**Task goal**
If a line in the data below contains "place", copy it.

(Stored items)
Segment Open

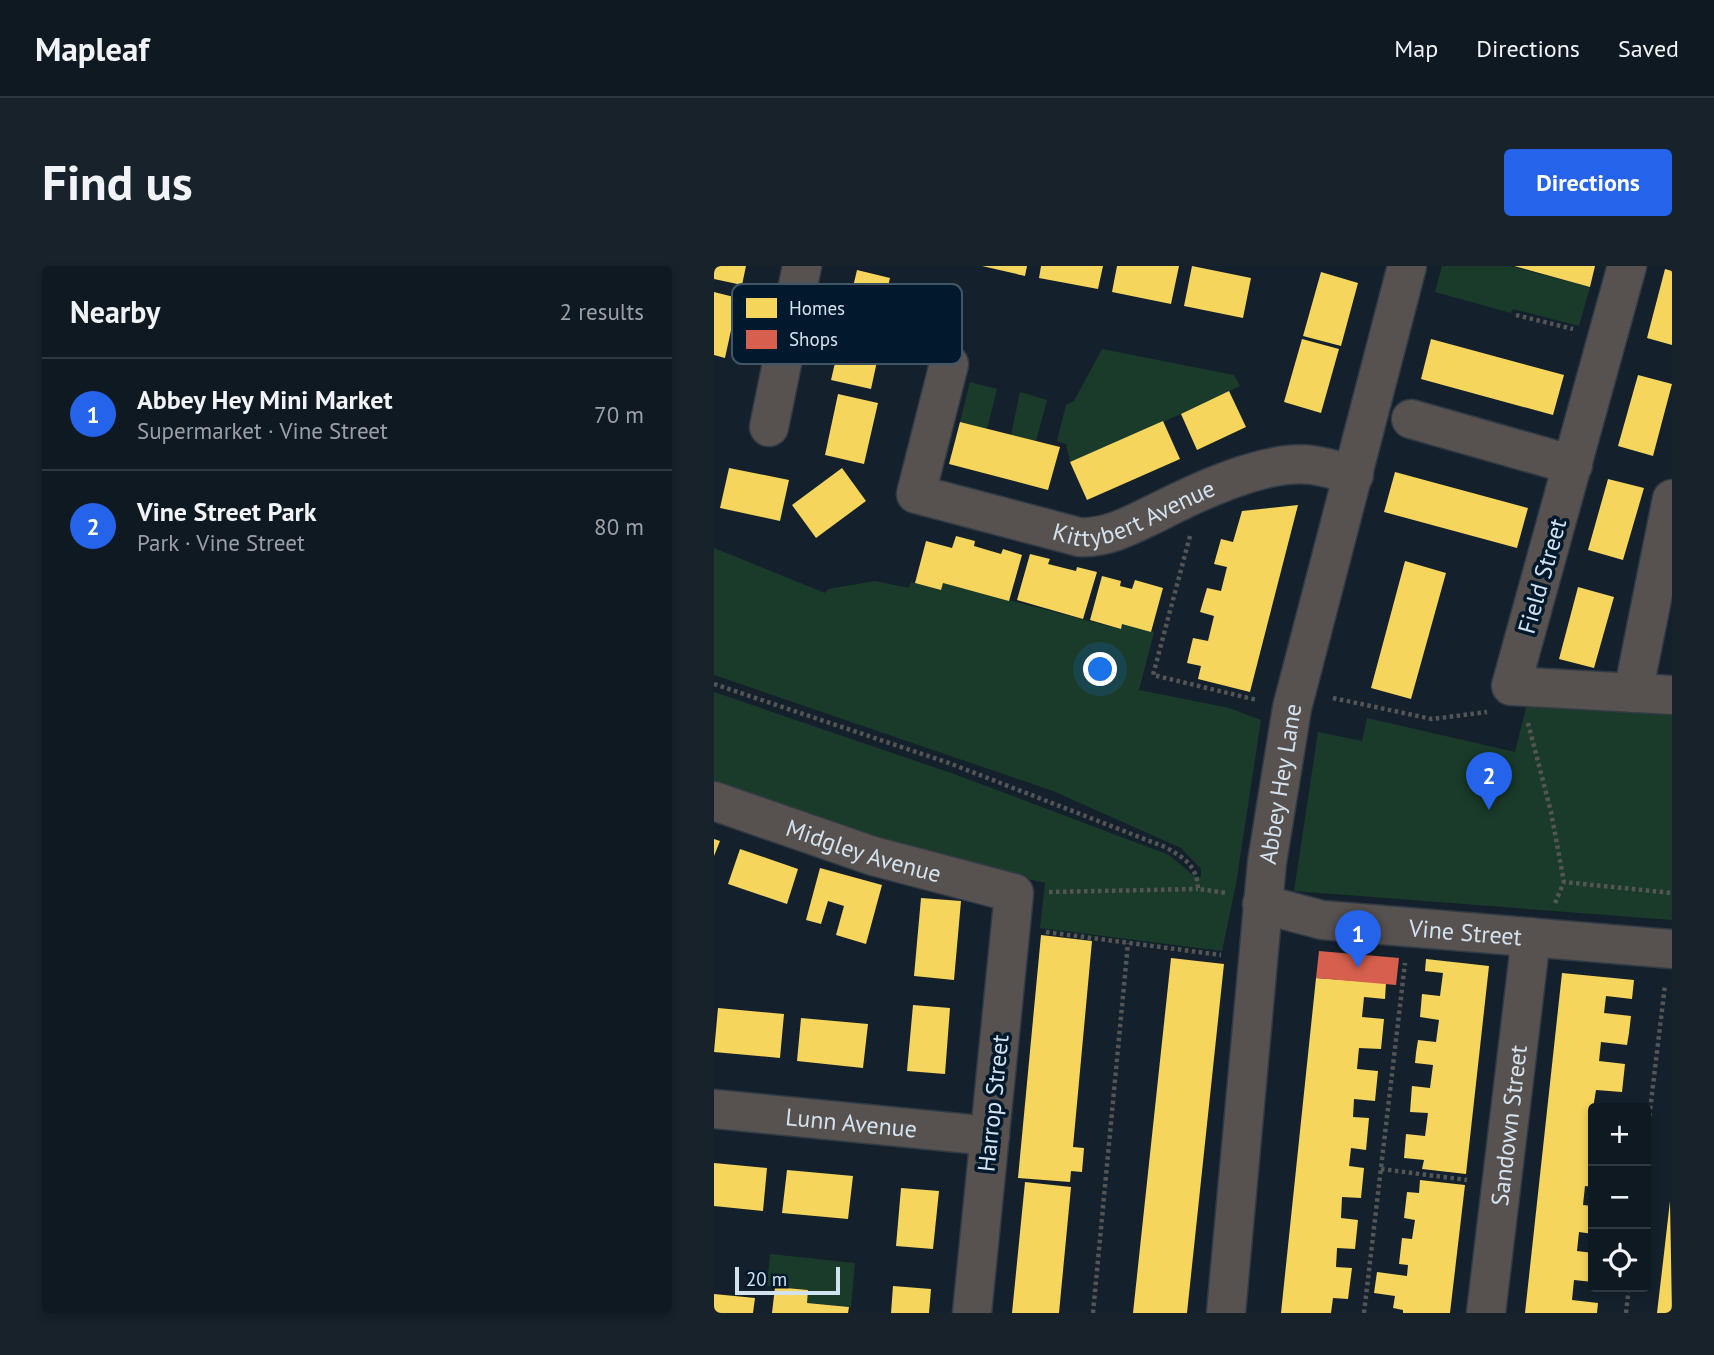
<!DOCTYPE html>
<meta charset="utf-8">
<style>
:root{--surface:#0f1921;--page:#18222a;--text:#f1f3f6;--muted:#9ba0a5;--line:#2f383f;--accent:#2563eb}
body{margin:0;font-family:"PT Sans",sans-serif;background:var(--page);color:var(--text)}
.controls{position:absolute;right:21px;bottom:21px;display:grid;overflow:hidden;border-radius:7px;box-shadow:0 4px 10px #0003}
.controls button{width:63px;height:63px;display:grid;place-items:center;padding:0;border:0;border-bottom:2px solid var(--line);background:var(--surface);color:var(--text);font:35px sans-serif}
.scale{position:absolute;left:21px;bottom:18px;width:105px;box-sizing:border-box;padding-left:7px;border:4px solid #d3e2ef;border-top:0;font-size:19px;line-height:24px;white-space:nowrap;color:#d3e2ef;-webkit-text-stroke:5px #01192c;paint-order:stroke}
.you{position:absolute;left:387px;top:404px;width:24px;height:24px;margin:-18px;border:5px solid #fff;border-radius:50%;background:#1a73e8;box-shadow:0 0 0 10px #1a73e833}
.badge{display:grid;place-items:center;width:46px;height:46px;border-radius:50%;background:var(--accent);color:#fff;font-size:23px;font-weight:700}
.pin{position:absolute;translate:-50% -58px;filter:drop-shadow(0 2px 4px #0008)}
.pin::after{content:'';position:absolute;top:37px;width:24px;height:21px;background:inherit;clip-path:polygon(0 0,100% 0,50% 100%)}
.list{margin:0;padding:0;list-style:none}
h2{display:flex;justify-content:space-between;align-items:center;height:91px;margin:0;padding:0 28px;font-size:30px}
h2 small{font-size:23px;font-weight:400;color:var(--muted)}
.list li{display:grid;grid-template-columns:46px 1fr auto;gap:21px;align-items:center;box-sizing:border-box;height:112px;padding:0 28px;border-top:2px solid var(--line)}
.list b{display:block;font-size:26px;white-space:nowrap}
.list p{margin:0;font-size:23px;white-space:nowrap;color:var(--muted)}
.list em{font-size:23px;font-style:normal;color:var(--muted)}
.icon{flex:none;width:38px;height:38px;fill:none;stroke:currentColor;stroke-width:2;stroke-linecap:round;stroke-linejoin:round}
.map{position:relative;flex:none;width:958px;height:1047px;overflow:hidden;border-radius:7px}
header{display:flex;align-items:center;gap:42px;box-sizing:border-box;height:98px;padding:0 35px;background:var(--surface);border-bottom:2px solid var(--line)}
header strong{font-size:33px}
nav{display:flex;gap:38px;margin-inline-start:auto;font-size:24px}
.intro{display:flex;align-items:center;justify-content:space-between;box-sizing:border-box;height:168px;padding:0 42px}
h1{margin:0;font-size:49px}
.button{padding:18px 32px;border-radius:7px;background:var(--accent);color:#fff;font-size:24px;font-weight:700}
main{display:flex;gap:42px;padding:0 42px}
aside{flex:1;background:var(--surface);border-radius:7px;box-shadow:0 4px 10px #0003}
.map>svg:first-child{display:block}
</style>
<header>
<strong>Mapleaf</strong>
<nav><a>Map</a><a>Directions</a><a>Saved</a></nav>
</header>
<div class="intro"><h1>Find us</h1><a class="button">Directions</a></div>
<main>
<aside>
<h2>Nearby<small>2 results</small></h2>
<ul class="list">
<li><span class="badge">1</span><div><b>Abbey Hey Mini Market</b><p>Supermarket · Vine Street</p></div><em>70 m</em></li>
<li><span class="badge">2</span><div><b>Vine Street Park</b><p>Park · Vine Street</p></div><em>80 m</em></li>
</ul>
</aside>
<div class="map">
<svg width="958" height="1047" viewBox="0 0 958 1047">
<rect width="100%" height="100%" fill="#14212c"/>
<!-- green -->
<path fill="#1a3b29" d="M728,0H796L876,21L865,60L799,43L797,47L721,26Z
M388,83L520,109L526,120L467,148L356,196L352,178L343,175L352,139L360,135Z
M256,116L283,123L273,163L246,156Z
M306,126L333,134L322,175L297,169Z
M0,282L111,327L114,323L161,315L195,322L197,316L226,324L229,317L406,363L408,358L440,366L425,424L515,442L547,454L522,618L508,685L326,662L331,617L164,576L0,519V426L240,508L455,589L480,610L487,611V603L467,582L339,525L0,409Z
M815,430L958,437V654L580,625L604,466L648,475L653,452L801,486Z
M56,988L141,997L137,1041L93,1037V1024L53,1020Z"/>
<!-- homes -->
<path fill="#f6d55c" d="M0,0H32L28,19L0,13Z
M268,0H313L311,10Z
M327,0H389L384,23L325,12Z
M403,0H465L457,38L398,26Z
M478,0L537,12L529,52L470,40Z
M800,0H881L876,21Z
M951,3L958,5V79L933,72Z
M143,4L176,12L168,46L135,38Z
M607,6L644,17L627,80L589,70Z
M0,26L24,32L11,92L0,89Z
M131,54L170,63L157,123L117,114Z
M588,73L625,83L607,147L570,136Z
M717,73L850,109L839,149L707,113Z
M924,109L958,118L939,190L904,180Z
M515,125L532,161L483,184L467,148Z
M124,128L164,137L150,198L111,189Z
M449,155L466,193L373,234L356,196Z
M246,156L346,181L334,224L235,198Z
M15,202L75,214L66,255L6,242Z
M128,202L152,235L102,272L78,239Z
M681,206L814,242L803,282L670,246Z
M894,213L930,222L909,294L874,284Z
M584,239L536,426L484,413L487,400L473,397L479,372L494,375L500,350L486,346L493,322L507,325L513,301L500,298L507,273L519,276L528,245Z
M242,270L261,275L260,280L287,288L289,283L308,289L295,335L229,317L227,324L201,317L212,275L238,282Z
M316,288L336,293L334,298L362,305L363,301L383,306L369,353L303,334Z
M691,295L732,307L697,433L657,422Z
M388,310L407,315L406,320L418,323L421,314L449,322L437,366L408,358L407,363L376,354Z
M864,321L900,331L880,402L845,393Z
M0,573L6,575L0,590Z
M26,583L84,603L73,638L14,618Z
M106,602L168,619L152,678L122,669L130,640L114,635L107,658L92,654Z
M207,632L247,635L240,714L200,710Z
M327,669L378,675L359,881L370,882L368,906L357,905L356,916L304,912Z
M457,692L510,698L473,1047H419Z
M712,693L775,700L752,908L708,903L710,894L690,892L692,868L711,870L714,847L696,846L698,820L716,822L719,799L701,797L702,787L704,774L722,776L725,754L706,751L708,728L726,730L729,707L711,705Z
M848,707L920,714L918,733L892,730L890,747L917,750L915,767L913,779L887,776L885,795L911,798L908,826L882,824L879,842V872H876L875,891H879V921L871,920L869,939L879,940V968L865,966L863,985L879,987V1016L860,1014L858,1034L884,1037L883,1047H811Z
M602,712L672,717L671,733L650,731L648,751L670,753L667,783L645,782L643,803L664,805L661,835L640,833L639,851L655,852L652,884L637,882L635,900L650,902L647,932L628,931L627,952L644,954L641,983L623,982L622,1001L638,1002L634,1033L619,1032L617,1047H567Z
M199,739L236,742L231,808L193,805Z
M4,742L70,748L66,792L0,786Z
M87,752L154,758L149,802L83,795Z
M0,897L53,902L49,945L0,940Z
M73,904L139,910L134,953L68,947Z
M706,914L751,919L736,1047H689V1044L679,1042L681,1030L660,1027L663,1006L693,1010L694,999L685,998L688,972L698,973L701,954L690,952L693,926L705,927Z
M311,916L357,921L345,1047H298Z
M187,922L225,925L219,983L182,980Z
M956,935L958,1047H943L949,996Z
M179,1020L217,1023L215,1047H177Z
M61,1021L94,1024L93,1037L135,1041L134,1047H58Z
M0,1028L41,1032L39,1047H0Z"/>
<!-- shops -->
<path fill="#d6604d" d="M605,685L685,692L682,719L602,712Z"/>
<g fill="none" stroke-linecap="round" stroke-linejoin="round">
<!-- minor casing -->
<g stroke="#303b45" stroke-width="41">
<g id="minor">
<path d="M913,0L797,420L958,429"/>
<path id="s1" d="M235,98L202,228L365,271C394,273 421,257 446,245C485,225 554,193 598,199C612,201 626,205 640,209"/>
<path d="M697,153L859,199"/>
<path d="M55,161L88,0"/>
<path d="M919,427L958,233"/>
<path id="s2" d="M0,535L159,590L300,627L258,1047"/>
<path id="s3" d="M548,638L608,654L958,683"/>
<path id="s4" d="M0,843L276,870"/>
<path id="s5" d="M512,1047L553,596L578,442L693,0"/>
<path id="s6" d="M772,1047L817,671"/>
</g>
</g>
<!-- path -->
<path stroke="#555556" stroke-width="4.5" stroke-dasharray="3.5 3.5" stroke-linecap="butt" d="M802,49L859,63
M476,270L439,409L543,434
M0,418L235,497L451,581C471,592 483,600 484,623L513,627
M619,432L718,453L773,446
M814,457L837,546L850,616
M335,626L484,623
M841,637L850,616L958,627
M332,666L507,689
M932,878L951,719
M667,903L753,914
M379,1047L414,677
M650,1047L691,697
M912,1047L915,1021"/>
<!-- minor -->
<use href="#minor" stroke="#57514f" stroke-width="38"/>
</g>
<g text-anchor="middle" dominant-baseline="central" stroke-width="7" stroke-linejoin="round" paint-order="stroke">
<!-- street labels -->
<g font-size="24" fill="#d3e2ef" stroke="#01192c">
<text stroke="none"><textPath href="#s1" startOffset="362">Kittybert Avenue</textPath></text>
<text transform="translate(828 310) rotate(-74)">Field Street</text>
<text stroke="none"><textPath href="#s5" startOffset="532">Abbey Hey Lane</textPath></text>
<text stroke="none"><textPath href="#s2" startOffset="158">Midgley Avenue</textPath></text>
<text stroke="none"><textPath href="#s3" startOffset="206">Vine Street</textPath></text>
<text transform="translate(279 837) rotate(-84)">Harrop Street</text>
<text stroke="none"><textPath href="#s4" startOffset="138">Lunn Avenue</textPath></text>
<text stroke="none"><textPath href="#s6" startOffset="189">Sandown Street</textPath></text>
</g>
</g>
<!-- legend -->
<rect x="18" y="18" width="230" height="80" rx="10" fill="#01192c" stroke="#405566" stroke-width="2"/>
<rect x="32" y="32" width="31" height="20" fill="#f6d55c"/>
<rect x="32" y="64" width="31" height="19" fill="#d6604d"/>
<g font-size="19" fill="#d3e2ef">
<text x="75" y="49">Homes</text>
<text x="75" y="80">Shops</text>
</g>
</svg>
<div class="controls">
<button>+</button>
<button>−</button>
<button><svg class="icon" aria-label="locate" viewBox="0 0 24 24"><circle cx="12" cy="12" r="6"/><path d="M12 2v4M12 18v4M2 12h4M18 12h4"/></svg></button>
</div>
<div class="scale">20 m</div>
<div class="you"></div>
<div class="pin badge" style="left:644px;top:702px">1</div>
<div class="pin badge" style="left:775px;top:544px">2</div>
</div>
</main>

Segment Closed

**Answer section**
.controls button{width:63px;height:63px;display:grid;place-items:center;padding:0;border:0;border-bottom:2px solid var(--line);background:var(--surface);color:var(--text);font:35px sans-serif}
.badge{display:grid;place-items:center;width:46px;height:46px;border-radius:50%;background:var(--accent);color:#fff;font-size:23px;font-weight:700}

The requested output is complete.